• _BRIEF_: Return the listing below in full, exactly.

• _SOURCE MATERIAL_:
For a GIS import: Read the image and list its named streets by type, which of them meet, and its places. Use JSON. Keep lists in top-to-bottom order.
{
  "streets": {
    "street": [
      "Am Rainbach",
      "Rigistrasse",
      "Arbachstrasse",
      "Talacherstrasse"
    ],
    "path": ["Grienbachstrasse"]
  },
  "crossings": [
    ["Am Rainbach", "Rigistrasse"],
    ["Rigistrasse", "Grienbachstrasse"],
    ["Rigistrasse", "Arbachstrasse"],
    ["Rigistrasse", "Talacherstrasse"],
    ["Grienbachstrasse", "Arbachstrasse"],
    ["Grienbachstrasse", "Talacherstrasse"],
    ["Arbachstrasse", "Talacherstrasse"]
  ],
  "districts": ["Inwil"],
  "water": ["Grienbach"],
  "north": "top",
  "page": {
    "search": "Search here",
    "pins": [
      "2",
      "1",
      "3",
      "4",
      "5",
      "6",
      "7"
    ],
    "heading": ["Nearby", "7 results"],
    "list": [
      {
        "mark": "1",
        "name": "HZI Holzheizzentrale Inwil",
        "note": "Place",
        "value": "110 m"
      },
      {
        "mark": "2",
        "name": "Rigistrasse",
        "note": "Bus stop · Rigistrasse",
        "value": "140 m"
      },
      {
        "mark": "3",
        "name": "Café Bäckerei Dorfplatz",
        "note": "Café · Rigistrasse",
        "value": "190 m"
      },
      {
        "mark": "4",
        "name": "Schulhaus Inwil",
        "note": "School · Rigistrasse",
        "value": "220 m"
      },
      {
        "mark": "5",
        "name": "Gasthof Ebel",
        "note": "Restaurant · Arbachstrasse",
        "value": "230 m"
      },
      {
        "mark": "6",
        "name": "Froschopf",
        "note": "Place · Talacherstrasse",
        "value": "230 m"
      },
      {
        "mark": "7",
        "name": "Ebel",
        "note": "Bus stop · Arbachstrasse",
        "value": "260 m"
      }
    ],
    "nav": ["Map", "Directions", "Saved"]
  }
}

• _OUTPUT OF THE TASK_:
For a GIS import: Read the image and list its named streets by type, which of them meet, and its places. Use JSON. Keep lists in top-to-bottom order.
{
  "streets": {
    "street": [
      "Am Rainbach",
      "Rigistrasse",
      "Arbachstrasse",
      "Talacherstrasse"
    ],
    "path": ["Grienbachstrasse"]
  },
  "crossings": [
    ["Am Rainbach", "Rigistrasse"],
    ["Rigistrasse", "Grienbachstrasse"],
    ["Rigistrasse", "Arbachstrasse"],
    ["Rigistrasse", "Talacherstrasse"],
    ["Grienbachstrasse", "Arbachstrasse"],
    ["Grienbachstrasse", "Talacherstrasse"],
    ["Arbachstrasse", "Talacherstrasse"]
  ],
  "districts": ["Inwil"],
  "water": ["Grienbach"],
  "north": "top",
  "page": {
    "search": "Search here",
    "pins": [
      "2",
      "1",
      "3",
      "4",
      "5",
      "6",
      "7"
    ],
    "heading": ["Nearby", "7 results"],
    "list": [
      {
        "mark": "1",
        "name": "HZI Holzheizzentrale Inwil",
        "note": "Place",
        "value": "110 m"
      },
      {
        "mark": "2",
        "name": "Rigistrasse",
        "note": "Bus stop · Rigistrasse",
        "value": "140 m"
      },
      {
        "mark": "3",
        "name": "Café Bäckerei Dorfplatz",
        "note": "Café · Rigistrasse",
        "value": "190 m"
      },
      {
        "mark": "4",
        "name": "Schulhaus Inwil",
        "note": "School · Rigistrasse",
        "value": "220 m"
      },
      {
        "mark": "5",
        "name": "Gasthof Ebel",
        "note": "Restaurant · Arbachstrasse",
        "value": "230 m"
      },
      {
        "mark": "6",
        "name": "Froschopf",
        "note": "Place · Talacherstrasse",
        "value": "230 m"
      },
      {
        "mark": "7",
        "name": "Ebel",
        "note": "Bus stop · Arbachstrasse",
        "value": "260 m"
      }
    ],
    "nav": ["Map", "Directions", "Saved"]
  }
}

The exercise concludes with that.